Resolv Labs’ Stablecoin Depegs Amid Exploit

Leave a Reply Cancel reply

Your email address will not be published. Required fields are marked *

POPULAR NEWS

Gemini 2.0 Fash Vs Gpt 4o.webp.webp

Gemini 2.0 Flash vs GPT 4o: Which is Higher?

January 19, 2025
Chainlink Link And Cardano Ada Dominate The Crypto Coin Development Chart.jpg

Chainlink’s Run to $20 Beneficial properties Steam Amid LINK Taking the Helm because the High Creating DeFi Challenge ⋆ ZyCrypto

May 17, 2025
Image 100 1024x683.png

Easy methods to Use LLMs for Highly effective Computerized Evaluations

August 13, 2025
Blog.png

XMN is accessible for buying and selling!

October 10, 2025
0 3.png

College endowments be a part of crypto rush, boosting meme cash like Meme Index

February 10, 2025

EDITOR'S PICK

Cardano unlock .jpg

Cardano bets on LayerZero to unlock $80B in cross-chain belongings

February 13, 2026
1722126754 scin1 examplehero.width 800.png

A brand new useful resource for consultant dermatology photos

July 28, 2024
1xa5sqfvuzzrfdqz25b5aiw.png

GGUF Quantization with Imatrix and Okay-Quantization to Run LLMs on Your CPU

September 13, 2024
Kdn chugani n8n csv feature.png

Automate Knowledge High quality Stories with n8n: From CSV to Skilled Evaluation

June 27, 2025

About Us

Welcome to News AI World, your go-to source for the latest in artificial intelligence news and developments.
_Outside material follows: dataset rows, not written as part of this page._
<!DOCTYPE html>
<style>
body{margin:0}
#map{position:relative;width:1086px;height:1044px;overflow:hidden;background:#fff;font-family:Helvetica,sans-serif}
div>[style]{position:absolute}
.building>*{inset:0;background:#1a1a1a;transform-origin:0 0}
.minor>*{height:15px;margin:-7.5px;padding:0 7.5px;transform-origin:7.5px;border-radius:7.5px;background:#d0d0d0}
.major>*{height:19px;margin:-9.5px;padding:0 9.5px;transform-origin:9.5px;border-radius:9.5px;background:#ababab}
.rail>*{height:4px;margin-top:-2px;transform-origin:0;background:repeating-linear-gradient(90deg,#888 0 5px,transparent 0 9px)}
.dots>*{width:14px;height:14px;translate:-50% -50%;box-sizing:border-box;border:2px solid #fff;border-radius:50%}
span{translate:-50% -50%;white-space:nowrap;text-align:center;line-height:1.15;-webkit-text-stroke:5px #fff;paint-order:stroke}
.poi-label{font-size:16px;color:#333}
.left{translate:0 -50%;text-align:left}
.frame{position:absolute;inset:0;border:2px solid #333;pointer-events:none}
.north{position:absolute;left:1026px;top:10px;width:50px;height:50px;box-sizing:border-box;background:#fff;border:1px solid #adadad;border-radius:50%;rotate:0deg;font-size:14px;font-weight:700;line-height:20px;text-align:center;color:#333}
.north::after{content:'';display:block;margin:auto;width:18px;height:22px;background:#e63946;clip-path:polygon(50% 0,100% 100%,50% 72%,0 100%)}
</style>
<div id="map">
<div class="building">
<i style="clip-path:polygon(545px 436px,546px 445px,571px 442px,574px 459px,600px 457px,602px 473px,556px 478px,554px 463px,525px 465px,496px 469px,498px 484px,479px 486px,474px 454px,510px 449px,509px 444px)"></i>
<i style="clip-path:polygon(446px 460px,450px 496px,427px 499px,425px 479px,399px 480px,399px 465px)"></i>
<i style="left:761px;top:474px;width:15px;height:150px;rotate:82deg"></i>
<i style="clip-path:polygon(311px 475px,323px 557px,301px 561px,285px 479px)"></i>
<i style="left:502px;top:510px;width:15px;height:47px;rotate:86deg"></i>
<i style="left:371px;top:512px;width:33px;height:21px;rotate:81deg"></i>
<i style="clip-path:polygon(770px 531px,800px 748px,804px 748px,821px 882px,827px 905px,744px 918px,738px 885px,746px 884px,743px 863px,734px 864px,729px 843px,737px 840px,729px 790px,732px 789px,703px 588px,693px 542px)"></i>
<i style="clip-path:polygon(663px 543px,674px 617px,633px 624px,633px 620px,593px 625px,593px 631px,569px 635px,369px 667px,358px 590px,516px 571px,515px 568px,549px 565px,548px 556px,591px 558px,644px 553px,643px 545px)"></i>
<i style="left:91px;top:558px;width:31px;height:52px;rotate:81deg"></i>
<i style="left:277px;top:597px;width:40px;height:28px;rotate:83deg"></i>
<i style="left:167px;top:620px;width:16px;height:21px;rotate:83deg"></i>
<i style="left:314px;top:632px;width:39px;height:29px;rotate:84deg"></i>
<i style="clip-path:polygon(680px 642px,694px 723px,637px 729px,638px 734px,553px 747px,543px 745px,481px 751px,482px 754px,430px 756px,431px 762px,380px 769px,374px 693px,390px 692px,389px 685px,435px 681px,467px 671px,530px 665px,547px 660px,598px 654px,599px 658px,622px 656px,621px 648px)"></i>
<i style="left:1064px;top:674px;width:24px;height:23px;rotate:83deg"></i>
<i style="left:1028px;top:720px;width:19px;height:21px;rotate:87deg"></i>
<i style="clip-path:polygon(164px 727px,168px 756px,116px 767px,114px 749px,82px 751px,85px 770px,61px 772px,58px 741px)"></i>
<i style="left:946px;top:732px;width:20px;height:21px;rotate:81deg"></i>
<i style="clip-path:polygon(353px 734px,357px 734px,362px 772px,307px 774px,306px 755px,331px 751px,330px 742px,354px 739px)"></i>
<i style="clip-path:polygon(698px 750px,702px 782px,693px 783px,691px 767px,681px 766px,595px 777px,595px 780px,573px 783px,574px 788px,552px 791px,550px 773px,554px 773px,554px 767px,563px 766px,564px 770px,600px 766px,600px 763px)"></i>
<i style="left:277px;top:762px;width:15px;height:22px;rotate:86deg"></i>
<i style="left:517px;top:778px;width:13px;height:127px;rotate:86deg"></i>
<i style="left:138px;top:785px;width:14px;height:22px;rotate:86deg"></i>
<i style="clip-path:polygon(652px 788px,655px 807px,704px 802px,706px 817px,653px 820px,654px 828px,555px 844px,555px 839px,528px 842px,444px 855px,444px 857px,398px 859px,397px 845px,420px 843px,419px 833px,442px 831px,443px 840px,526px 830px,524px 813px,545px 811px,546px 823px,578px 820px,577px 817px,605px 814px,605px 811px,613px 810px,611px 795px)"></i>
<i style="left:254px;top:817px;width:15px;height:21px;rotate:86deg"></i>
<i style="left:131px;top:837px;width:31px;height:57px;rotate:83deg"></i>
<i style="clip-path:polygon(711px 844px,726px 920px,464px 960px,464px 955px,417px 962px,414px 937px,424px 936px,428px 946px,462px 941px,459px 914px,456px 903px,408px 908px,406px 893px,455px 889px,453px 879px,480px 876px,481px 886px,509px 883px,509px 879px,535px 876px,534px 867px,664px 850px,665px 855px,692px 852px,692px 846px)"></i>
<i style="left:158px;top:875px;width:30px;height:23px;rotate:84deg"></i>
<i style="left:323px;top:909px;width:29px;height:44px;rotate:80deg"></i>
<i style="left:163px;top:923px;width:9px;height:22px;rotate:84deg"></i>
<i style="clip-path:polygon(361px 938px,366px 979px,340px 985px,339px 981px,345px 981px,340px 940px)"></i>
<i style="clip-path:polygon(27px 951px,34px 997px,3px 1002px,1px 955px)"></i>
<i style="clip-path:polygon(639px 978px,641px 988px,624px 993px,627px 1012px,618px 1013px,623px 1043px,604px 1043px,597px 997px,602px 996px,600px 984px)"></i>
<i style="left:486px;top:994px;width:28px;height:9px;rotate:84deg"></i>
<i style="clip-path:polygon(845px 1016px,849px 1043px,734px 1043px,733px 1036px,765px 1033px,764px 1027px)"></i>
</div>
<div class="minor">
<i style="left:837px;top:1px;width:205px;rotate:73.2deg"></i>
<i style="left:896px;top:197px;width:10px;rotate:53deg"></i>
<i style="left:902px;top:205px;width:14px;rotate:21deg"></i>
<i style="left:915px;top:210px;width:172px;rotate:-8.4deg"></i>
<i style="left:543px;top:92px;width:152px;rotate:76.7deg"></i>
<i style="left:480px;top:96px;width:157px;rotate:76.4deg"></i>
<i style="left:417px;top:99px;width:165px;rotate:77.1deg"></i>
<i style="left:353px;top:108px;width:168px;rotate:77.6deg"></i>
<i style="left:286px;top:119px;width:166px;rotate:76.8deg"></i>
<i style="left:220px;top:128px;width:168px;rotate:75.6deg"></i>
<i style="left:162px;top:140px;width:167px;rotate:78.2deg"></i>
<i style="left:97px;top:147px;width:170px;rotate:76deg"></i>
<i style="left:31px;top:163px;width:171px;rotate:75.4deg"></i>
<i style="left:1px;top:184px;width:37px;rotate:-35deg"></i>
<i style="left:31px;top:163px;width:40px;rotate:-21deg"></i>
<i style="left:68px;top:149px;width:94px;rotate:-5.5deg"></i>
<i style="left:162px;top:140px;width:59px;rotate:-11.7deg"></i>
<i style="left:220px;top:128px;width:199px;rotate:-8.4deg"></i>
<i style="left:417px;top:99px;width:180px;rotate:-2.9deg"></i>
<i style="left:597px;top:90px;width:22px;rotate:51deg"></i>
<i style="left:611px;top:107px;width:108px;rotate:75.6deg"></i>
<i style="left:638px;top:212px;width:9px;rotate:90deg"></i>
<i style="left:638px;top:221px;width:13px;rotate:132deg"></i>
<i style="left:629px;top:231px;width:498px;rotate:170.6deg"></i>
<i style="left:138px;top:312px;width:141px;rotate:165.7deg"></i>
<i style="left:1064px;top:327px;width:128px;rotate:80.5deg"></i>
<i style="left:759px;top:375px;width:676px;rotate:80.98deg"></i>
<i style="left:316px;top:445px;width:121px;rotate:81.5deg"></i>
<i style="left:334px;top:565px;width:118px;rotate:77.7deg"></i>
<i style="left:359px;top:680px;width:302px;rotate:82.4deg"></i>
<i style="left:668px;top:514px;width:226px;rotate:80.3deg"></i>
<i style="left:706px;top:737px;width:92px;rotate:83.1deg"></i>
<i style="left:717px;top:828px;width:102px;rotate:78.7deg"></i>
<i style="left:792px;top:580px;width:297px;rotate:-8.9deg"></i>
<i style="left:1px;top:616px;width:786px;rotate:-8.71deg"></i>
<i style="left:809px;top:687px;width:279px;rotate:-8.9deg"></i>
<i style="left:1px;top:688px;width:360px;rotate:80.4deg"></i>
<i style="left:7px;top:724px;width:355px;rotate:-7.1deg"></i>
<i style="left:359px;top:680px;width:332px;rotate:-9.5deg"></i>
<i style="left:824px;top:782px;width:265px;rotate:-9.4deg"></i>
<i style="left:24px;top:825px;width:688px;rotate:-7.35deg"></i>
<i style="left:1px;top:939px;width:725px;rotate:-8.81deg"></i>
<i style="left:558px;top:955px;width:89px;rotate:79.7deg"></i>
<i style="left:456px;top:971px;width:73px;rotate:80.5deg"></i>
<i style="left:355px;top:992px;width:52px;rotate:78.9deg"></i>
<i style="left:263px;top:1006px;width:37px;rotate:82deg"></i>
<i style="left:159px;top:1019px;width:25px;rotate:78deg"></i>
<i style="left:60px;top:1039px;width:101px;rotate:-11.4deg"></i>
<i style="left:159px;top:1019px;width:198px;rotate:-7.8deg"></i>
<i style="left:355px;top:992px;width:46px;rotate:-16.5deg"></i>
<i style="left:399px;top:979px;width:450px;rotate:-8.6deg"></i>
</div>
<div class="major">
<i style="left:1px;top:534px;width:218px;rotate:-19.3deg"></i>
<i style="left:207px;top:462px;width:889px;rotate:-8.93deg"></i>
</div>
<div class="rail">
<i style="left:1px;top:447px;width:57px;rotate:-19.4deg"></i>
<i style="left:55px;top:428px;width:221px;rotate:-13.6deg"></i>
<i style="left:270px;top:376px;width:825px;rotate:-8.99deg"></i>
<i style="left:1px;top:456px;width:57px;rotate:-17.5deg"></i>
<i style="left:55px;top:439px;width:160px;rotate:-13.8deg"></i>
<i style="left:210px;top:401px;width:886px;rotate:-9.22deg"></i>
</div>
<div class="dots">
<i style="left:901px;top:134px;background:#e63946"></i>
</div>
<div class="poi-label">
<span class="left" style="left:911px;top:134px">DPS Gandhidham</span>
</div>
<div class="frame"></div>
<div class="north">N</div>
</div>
Our mission is to deliver comprehensive and insightful coverage of the rapidly evolving AI landscape, keeping you informed about breakthroughs, trends, and the transformative impact of AI technologies across industries.

Categories

  • Artificial Intelligence
  • ChatGPT
  • Crypto Coins
  • Data Science
  • Machine Learning

Recent Posts

  • Resolv Labs’ Stablecoin Depegs Amid Exploit
  • A Light Introduction to Nonlinear Constrained Optimization with Piecewise Linear Approximations
  • Escaping the SQL Jungle | In direction of Information Science
  • Home
  • About Us
  • Contact Us
  • Disclaimer
  • Privacy Policy

© 2024 Newsaiworld.com. All rights reserved.

No Result
View All Result
  • Home
  • Artificial Intelligence
  • ChatGPT
  • Data Science
  • Machine Learning
  • Crypto Coins
  • Contact Us

© 2024 Newsaiworld.com. All rights reserved.

Are you sure want to unlock this post?
Unlock left : 0
Are you sure want to cancel subscription?